Projects

Things I've built.

Price Negotiation RL

RL environment where an LLM agent negotiates prices against an LLM-powered seller using real marketplace listings.

  • Three difficulty levels (Easy / Medium / Hard) with varying zones of possible agreement — from a $480 ZOPA down to no ZOPA, testing walk-away discipline.
  • Six-component reward system on a [−1, 1] scale: surplus capture, walk-away correctness, output compliance, closing speed, opening offer quality, and concession smoothness.
  • Walk-away penalty weighted 5× — trains the agent to value discipline over forcing a bad deal.
  • Pure Python arithmetic grader ensures reproducibility; stochastic LLM sampling on both sides creates diverse training signal across episodes.
  • Deployable on Hugging Face Spaces, Docker, or locally via uv; ships with a browser playground showing real-time reward breakdowns.
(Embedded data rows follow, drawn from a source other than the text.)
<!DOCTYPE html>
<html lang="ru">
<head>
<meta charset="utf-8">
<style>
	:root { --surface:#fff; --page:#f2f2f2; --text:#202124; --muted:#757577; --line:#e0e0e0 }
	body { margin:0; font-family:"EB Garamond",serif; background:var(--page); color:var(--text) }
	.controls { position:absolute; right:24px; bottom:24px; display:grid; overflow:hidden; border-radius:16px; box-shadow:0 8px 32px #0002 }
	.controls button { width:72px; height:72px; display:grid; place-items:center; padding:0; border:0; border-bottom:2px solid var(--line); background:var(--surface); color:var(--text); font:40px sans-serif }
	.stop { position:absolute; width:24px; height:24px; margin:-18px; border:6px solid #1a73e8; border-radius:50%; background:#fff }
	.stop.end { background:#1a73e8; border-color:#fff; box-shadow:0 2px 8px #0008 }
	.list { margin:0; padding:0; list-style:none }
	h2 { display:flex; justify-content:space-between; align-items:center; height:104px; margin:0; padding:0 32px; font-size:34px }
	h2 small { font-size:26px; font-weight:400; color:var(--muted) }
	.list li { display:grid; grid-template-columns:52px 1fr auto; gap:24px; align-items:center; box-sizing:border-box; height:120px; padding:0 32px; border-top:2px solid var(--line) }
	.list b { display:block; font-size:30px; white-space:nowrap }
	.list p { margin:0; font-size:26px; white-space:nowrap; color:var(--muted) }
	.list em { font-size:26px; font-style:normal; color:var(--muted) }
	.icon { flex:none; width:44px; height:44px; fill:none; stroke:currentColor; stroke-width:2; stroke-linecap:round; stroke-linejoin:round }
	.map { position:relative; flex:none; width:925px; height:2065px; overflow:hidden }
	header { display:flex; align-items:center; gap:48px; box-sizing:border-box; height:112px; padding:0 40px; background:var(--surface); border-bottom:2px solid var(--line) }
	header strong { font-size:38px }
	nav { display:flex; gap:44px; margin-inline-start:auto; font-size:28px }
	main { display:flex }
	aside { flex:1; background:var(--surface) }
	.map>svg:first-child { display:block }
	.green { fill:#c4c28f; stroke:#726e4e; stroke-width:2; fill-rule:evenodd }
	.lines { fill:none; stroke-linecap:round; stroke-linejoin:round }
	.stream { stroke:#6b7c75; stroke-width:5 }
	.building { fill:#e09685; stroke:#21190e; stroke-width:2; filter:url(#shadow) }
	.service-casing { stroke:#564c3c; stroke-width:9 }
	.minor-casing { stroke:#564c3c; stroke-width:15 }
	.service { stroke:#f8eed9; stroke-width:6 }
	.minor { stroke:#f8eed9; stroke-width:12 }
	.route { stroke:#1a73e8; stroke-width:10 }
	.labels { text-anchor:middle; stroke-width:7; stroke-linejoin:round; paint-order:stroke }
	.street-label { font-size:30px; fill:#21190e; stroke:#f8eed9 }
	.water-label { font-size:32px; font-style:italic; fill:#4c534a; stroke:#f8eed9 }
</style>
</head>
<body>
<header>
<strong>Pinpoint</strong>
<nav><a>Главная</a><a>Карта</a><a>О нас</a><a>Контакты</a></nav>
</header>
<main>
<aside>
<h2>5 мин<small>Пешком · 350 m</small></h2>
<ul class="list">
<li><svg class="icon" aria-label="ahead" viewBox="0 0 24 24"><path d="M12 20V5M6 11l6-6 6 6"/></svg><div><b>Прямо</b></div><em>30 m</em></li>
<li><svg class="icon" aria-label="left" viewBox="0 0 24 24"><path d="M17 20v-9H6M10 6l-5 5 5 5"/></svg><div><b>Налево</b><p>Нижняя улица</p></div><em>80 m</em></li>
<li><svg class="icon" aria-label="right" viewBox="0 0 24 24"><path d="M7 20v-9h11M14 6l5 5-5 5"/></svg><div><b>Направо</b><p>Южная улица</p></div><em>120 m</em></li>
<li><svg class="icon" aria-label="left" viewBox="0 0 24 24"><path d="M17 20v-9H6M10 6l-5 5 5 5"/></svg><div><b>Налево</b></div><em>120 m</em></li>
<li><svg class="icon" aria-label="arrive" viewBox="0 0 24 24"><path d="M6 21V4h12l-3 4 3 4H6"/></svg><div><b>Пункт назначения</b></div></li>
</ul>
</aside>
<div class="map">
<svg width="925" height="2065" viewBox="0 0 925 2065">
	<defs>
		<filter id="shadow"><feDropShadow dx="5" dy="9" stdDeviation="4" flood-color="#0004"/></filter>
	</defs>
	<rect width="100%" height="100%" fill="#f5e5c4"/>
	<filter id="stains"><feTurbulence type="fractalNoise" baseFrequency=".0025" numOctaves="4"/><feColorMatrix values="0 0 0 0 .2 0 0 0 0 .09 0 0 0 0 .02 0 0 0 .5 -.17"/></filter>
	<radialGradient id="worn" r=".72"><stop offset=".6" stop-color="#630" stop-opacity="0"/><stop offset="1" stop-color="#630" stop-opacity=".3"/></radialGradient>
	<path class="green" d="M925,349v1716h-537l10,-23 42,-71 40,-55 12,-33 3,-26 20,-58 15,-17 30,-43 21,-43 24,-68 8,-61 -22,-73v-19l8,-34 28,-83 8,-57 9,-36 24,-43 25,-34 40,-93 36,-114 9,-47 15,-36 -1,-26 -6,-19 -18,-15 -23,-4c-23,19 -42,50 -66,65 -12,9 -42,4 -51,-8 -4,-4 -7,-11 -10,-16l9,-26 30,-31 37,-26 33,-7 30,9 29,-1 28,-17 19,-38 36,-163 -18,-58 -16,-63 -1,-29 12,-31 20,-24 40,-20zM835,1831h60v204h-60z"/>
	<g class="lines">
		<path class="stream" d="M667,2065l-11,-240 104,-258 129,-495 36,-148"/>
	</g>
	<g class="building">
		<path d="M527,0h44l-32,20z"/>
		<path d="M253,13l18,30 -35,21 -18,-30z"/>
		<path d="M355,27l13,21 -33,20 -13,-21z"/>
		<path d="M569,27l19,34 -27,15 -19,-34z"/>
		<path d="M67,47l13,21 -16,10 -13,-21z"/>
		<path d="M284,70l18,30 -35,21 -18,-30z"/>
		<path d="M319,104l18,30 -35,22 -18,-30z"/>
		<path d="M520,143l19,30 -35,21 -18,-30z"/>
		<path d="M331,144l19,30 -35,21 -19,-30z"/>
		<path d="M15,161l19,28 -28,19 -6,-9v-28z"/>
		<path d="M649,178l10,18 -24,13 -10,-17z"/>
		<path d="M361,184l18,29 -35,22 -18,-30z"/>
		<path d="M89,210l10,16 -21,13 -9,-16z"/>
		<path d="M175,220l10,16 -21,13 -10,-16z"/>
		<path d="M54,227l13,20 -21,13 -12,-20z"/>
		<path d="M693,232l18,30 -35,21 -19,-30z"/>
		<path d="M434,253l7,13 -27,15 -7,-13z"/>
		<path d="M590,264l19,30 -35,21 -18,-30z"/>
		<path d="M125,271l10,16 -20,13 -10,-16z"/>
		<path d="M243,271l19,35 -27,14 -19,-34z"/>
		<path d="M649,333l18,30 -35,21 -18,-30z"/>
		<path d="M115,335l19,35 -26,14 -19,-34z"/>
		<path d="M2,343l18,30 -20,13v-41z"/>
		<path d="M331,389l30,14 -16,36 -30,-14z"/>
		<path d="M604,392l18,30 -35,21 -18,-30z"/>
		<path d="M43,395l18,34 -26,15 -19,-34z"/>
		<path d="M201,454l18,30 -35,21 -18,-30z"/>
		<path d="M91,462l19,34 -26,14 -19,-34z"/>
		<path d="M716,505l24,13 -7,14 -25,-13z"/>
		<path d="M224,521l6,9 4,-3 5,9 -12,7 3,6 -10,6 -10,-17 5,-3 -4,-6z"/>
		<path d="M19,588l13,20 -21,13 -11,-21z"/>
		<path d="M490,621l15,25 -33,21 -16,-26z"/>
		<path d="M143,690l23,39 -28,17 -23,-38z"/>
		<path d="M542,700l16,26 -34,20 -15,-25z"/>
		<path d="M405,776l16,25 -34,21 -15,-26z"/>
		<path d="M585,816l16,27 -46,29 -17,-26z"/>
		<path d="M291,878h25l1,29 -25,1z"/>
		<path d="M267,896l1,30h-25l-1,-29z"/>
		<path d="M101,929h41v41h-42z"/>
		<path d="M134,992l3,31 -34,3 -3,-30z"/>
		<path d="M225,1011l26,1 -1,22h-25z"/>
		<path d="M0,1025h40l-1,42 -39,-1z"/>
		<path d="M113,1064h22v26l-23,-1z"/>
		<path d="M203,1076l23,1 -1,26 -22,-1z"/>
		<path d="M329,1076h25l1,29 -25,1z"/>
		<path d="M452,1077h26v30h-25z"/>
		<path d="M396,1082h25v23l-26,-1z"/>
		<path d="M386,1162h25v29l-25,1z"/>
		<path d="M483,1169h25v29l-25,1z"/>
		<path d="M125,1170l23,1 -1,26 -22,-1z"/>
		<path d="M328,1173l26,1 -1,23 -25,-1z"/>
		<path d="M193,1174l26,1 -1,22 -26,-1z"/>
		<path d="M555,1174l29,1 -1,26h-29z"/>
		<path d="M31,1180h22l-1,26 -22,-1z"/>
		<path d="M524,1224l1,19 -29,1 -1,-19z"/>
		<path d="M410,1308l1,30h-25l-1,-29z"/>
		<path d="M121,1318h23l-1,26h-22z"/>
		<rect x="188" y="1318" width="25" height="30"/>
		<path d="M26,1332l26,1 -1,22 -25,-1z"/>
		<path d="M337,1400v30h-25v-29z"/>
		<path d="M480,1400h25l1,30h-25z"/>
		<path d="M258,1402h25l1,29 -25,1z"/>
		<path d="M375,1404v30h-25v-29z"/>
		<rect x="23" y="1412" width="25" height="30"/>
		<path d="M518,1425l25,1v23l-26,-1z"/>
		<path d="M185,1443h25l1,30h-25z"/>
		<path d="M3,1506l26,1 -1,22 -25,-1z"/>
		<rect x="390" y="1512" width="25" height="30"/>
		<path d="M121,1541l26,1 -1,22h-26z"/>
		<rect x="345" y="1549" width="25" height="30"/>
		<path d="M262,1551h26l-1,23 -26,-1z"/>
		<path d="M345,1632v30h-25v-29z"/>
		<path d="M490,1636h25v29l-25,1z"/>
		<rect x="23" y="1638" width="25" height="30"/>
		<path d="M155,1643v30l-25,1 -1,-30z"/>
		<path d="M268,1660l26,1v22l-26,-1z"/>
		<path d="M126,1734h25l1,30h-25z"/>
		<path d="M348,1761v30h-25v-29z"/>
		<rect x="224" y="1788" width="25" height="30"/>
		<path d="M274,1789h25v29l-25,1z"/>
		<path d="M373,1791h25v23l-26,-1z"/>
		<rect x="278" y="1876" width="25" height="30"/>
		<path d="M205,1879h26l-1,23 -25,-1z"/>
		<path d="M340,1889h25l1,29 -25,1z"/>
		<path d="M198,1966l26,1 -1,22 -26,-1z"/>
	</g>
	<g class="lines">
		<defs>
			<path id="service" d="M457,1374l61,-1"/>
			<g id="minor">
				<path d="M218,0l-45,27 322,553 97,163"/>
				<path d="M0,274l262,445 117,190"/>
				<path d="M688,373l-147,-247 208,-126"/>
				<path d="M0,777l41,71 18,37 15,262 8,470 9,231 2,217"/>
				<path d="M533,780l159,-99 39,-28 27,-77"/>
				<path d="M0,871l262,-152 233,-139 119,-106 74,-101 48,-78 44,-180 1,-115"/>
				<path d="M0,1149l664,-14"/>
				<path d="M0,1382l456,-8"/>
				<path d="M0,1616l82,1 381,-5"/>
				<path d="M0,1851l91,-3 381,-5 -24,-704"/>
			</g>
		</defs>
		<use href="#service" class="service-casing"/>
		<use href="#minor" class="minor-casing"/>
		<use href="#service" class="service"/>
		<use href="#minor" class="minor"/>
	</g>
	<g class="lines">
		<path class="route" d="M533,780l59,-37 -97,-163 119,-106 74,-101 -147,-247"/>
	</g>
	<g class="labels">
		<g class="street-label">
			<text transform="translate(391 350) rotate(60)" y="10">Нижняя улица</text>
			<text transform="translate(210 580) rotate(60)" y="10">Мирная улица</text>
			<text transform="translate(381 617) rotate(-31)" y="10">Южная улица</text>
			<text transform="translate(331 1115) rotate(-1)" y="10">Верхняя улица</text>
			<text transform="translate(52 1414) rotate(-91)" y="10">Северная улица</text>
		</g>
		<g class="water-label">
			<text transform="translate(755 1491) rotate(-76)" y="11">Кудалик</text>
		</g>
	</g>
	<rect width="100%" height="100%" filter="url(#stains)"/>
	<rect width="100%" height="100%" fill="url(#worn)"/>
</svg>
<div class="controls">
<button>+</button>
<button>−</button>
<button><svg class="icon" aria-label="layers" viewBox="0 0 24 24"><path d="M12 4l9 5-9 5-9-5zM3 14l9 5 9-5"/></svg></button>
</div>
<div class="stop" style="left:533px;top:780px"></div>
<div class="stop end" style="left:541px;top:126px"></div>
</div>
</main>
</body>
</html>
Ice-sliding multi-player maze environment on OpenEnv for benchmarking planning and coordination in RL agents.

  • Ice-sliding mechanics — agents slide until hitting a wall or another player, requiring multi-step lookahead over reactive movement.
  • Simultaneous multi-player movement; solved only when every player reaches an exit cell in the same phase.
  • Reward shaping penalises repeated actions (−1), reversals, and revisited board states scaled by prior visit count.
  • Standard OpenEnv reset()/step() API — compatible with any RL training loop without environment-specific wrappers.
  • Includes dataset validation tooling and GIF rendering from recorded rollouts for debugging agent trajectories.

MakeMyDocsBot

CrewAI-powered bot that auto-syncs multilingual documentation across feature branches via a Git pre-push hook.

  • 2nd Runner-Up at the CrewAI Fall Agentic AI Challenge.
  • Detects English documentation changes and auto-generates synchronised translations (Korean, Brazilian Portuguese) with no manual intervention.
  • Runs as a Git pre-push hook — fires before any feature branch push, prompting the developer to sync docs before code lands.
  • Agent-based architecture with specialised CrewAI agents for change detection, translation, and cross-branch synchronisation.
  • Minimal setup: Python 3.12+, uv, and an OpenAI key — clone + uv sync + one hook registration.

Full-stack interactive console for demonstrating and chatting with Reinforcement Learning models and agentic systems.

  • Chat interface for real-time interaction with RL models, backed by smolagents for agent-based reasoning and step-by-step trace display.
  • FastAPI backend (Python 3.12+) paired with a Next.js 15 / React 19 frontend — clean separation of model logic and UI.
  • Integrates Hugging Face datasets directly; response caching via JSON files keeps repeated queries fast.
  • Docker-first production deployment — single container exposes the full stack on port 7860, ready for Hugging Face Spaces.
  • Environment-driven config (HF token, model name) makes swapping the underlying model a one-line change.